Right away, she uses a gaming metaphor, You Do You – which hooked me immediately. She explains that in Mario Kart, the first thing players do is choose a character. They’re all different, and they all have different strengths and weaknesses. You pick one to suit your own reflexes and play-style, yes? You don’t just pick one because, like taking over the family business, it’s expected of you. The second thing you do in Mario Kart is pick a map. And again, you pick the track that plays to your abilities. If you’re prone to vertigo, you don’t play Rainbow Road. Trust me.
So, Knight reasons, if we’re able to isolate our strengths and weaknesses enough to combine characters and maps in a way that works for us in friggin’ Mario Kart, why can’t we manage to do it in real life? We’re so busy trying to conform to our universe that we don’t bother to ask if this given universe is appealing to us.
You Do You kicks off with some optional list-making homework. Curious, I played along. Knight is particular about not hiding or changing who we are – we should never apologize.

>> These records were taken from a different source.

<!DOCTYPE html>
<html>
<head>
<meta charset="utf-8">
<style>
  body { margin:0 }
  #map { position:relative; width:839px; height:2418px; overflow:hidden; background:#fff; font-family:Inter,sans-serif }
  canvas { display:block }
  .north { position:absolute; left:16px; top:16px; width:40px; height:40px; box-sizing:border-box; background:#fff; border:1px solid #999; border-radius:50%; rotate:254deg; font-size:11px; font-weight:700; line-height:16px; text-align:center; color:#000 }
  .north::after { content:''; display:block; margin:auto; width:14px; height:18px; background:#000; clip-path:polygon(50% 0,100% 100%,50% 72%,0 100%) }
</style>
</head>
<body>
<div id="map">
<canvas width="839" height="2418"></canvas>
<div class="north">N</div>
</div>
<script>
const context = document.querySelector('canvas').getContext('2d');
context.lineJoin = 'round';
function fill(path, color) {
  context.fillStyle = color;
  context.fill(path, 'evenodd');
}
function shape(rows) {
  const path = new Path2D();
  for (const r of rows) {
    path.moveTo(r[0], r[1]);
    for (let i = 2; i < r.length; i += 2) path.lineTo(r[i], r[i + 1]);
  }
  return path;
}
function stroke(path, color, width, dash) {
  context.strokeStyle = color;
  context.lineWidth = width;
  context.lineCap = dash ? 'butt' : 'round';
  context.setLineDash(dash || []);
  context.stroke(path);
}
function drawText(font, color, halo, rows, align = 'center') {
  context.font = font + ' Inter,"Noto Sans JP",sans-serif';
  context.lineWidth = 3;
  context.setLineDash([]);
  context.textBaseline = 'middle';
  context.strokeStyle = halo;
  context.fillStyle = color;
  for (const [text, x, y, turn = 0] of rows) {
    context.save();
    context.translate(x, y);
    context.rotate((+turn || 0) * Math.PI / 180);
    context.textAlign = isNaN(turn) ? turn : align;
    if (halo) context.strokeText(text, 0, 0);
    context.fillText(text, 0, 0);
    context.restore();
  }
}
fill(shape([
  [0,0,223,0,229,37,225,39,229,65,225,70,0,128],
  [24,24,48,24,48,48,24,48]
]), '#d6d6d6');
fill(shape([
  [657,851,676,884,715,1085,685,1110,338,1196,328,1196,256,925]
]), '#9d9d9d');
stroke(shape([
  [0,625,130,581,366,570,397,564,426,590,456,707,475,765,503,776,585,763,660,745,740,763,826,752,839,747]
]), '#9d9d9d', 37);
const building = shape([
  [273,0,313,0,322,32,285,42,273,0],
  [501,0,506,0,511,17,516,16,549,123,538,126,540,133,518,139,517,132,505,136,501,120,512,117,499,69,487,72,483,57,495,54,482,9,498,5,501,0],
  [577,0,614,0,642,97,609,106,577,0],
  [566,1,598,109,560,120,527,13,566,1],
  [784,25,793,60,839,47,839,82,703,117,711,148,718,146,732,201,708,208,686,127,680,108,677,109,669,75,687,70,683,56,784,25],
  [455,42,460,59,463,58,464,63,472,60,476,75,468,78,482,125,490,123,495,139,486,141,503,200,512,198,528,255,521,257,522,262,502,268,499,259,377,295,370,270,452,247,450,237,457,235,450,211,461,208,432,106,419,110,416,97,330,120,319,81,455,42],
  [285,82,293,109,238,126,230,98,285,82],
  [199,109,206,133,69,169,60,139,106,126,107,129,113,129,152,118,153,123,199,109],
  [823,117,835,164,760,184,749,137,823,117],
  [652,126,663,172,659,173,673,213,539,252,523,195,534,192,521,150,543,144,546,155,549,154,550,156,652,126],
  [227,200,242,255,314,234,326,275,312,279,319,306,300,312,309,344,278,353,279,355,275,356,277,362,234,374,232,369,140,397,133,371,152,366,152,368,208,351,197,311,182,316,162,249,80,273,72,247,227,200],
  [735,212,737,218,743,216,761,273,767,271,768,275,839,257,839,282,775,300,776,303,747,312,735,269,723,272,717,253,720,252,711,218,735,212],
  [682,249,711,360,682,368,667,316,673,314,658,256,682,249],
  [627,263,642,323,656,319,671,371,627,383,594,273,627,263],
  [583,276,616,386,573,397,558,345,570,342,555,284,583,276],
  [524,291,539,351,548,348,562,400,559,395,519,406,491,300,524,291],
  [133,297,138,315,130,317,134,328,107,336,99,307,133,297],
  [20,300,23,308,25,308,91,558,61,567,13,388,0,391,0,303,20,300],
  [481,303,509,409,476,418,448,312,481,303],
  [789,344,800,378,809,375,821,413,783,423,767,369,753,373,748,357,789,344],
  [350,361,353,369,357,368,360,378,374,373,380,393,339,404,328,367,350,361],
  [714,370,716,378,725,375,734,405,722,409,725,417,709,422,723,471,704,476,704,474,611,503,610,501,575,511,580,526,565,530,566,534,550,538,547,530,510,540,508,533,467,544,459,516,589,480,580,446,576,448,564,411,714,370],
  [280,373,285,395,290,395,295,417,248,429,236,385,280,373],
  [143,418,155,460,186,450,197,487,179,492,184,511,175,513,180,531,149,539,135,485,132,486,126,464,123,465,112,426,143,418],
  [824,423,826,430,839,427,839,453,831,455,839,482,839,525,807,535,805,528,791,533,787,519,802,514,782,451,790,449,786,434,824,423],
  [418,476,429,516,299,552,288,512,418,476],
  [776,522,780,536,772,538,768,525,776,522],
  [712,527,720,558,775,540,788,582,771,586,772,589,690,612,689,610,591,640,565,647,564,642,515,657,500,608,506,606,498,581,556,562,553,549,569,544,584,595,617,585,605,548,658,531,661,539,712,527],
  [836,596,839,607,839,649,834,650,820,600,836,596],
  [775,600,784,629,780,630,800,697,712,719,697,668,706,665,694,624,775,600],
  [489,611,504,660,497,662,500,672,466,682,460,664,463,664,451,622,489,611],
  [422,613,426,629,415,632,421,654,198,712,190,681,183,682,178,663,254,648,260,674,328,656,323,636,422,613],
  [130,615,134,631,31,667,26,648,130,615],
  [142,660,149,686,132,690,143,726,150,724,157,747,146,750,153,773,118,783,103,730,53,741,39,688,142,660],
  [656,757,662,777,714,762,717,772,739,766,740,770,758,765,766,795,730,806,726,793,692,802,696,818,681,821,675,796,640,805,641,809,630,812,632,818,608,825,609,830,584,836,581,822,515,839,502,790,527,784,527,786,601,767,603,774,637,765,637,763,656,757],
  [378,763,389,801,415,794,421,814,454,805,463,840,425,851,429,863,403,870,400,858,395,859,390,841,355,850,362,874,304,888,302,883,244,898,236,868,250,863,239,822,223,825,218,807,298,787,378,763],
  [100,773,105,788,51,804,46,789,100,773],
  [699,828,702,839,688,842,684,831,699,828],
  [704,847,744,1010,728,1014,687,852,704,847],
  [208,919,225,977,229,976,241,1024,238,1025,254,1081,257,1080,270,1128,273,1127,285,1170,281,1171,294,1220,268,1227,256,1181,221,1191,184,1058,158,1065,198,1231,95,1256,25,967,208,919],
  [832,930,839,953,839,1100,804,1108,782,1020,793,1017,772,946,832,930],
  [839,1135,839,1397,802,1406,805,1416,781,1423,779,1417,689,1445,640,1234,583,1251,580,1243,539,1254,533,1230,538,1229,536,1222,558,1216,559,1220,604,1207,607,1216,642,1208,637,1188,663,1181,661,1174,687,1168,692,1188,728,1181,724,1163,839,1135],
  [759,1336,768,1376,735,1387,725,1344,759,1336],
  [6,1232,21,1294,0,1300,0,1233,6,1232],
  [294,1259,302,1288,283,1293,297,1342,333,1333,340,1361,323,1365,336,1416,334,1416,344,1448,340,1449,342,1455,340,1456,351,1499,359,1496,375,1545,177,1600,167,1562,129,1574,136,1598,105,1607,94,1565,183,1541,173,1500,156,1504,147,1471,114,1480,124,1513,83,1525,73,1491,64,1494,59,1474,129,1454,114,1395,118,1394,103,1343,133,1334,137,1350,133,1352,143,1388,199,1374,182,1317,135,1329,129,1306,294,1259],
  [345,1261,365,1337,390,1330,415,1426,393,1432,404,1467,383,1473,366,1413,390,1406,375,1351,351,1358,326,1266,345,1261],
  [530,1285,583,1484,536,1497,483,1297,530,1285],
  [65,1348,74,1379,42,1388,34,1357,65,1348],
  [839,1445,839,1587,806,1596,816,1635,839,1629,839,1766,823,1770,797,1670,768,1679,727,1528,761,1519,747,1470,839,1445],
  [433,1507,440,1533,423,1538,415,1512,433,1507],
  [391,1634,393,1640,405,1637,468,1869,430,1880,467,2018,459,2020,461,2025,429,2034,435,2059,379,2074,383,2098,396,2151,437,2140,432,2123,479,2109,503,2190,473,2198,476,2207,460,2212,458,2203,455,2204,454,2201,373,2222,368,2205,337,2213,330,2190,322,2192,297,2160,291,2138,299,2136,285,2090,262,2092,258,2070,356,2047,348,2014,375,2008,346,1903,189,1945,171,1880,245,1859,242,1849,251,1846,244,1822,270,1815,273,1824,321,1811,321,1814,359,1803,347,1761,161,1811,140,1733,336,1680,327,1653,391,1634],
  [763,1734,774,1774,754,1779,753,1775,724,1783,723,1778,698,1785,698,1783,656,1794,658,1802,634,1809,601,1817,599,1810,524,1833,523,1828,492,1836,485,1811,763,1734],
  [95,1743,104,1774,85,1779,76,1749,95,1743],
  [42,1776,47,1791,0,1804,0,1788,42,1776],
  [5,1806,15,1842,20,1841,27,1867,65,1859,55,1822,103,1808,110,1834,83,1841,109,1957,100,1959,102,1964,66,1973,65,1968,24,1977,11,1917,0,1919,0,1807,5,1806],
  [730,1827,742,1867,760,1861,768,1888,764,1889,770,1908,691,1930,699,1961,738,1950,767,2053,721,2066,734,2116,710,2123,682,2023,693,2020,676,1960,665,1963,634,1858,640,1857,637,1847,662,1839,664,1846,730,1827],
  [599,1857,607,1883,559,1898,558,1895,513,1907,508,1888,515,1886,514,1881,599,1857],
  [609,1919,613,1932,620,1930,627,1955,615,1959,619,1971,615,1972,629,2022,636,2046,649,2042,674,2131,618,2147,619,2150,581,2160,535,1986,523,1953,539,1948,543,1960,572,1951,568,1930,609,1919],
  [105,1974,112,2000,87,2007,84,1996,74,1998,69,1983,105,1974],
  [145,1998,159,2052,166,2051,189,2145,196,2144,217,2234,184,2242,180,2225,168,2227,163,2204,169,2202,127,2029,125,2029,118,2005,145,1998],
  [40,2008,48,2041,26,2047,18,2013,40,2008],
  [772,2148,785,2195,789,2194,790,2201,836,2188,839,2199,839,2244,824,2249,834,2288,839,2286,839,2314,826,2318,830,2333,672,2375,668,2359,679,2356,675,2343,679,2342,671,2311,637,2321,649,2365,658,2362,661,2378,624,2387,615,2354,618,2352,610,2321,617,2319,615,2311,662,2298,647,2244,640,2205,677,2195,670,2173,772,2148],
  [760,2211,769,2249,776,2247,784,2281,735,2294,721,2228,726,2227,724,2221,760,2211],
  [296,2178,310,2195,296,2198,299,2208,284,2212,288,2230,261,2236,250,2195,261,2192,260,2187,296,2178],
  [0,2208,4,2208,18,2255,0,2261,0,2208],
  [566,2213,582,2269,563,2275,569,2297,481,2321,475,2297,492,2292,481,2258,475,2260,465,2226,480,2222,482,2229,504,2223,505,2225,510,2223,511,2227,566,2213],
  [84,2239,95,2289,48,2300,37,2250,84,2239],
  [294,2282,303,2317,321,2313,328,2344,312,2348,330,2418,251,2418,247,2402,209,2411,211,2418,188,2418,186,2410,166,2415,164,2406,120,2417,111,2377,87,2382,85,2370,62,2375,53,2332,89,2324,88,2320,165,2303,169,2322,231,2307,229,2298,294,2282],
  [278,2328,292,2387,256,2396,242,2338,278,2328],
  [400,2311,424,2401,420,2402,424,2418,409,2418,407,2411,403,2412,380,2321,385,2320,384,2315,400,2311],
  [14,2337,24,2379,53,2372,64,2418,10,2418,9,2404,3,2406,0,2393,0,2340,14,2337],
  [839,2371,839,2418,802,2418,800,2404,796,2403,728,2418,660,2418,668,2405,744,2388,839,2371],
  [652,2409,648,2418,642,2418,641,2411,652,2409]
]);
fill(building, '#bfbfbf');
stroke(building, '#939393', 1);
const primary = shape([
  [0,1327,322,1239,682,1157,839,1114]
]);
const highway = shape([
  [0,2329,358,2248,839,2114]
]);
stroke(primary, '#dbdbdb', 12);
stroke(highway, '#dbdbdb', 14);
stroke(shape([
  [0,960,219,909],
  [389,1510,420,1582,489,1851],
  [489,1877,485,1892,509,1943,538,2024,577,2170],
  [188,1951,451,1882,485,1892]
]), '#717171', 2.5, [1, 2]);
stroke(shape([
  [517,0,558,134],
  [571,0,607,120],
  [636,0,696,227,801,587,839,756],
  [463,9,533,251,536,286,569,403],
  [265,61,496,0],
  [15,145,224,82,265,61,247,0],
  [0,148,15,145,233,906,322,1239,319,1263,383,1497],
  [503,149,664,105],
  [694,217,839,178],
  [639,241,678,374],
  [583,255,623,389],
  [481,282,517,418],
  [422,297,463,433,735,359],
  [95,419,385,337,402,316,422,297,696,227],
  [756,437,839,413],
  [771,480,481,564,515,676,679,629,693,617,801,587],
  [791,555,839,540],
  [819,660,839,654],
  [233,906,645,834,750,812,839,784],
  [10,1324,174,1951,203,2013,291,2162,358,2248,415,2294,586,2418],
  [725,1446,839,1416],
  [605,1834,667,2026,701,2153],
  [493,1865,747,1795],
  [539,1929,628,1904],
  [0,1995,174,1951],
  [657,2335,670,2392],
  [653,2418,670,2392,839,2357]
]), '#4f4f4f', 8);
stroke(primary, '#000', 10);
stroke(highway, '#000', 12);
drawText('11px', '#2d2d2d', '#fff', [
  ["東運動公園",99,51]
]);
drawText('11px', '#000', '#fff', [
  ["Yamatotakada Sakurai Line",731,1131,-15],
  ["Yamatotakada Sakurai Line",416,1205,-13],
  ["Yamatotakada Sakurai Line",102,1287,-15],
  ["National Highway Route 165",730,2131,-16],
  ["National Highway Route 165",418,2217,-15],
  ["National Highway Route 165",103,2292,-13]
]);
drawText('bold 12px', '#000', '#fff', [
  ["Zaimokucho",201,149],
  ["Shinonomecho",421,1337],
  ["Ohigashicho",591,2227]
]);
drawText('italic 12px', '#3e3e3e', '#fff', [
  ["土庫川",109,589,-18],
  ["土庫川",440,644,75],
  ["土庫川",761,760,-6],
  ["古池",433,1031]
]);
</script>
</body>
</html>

In order to define our wants, needs and desires, she instructs the reader to write down characteristics that describe them, positive and negative. I’ll share mine with you; particular, odd, sweet, dark, witty, driven, shy, depressed, loves beauty, clever. Then she asks the reader to succinctly describe the ideal environment for them. I wrote down quietly creative. Finally, she has the reader decide what they want, need, and deserve out of life. My response was, I want to call my own shots. I need to be heard and respected. I deserve kindness.
This done, I compared my notes with my life as it stands now. I’m quite close, if I’m honest. I couldn’t truly say that a few months ago. And I’ll hazard a guess that you can’t either.
Knight posits that it’s best to work with your own personality rather than against it. A stubborn person can bemoan their innate habit of implacability, or they can own the fact that they are simply very determined.
There is so much freedom to be found here. There are times that I just want someone to tell me I don’t have to attend a family function. Or that if my body doesn’t want to wake up promptly at seven each morning, that’s okay. And there are a lot of people in my life who won’t give me the permission I crave to forge my own way. That’s why Sarah Knight exists.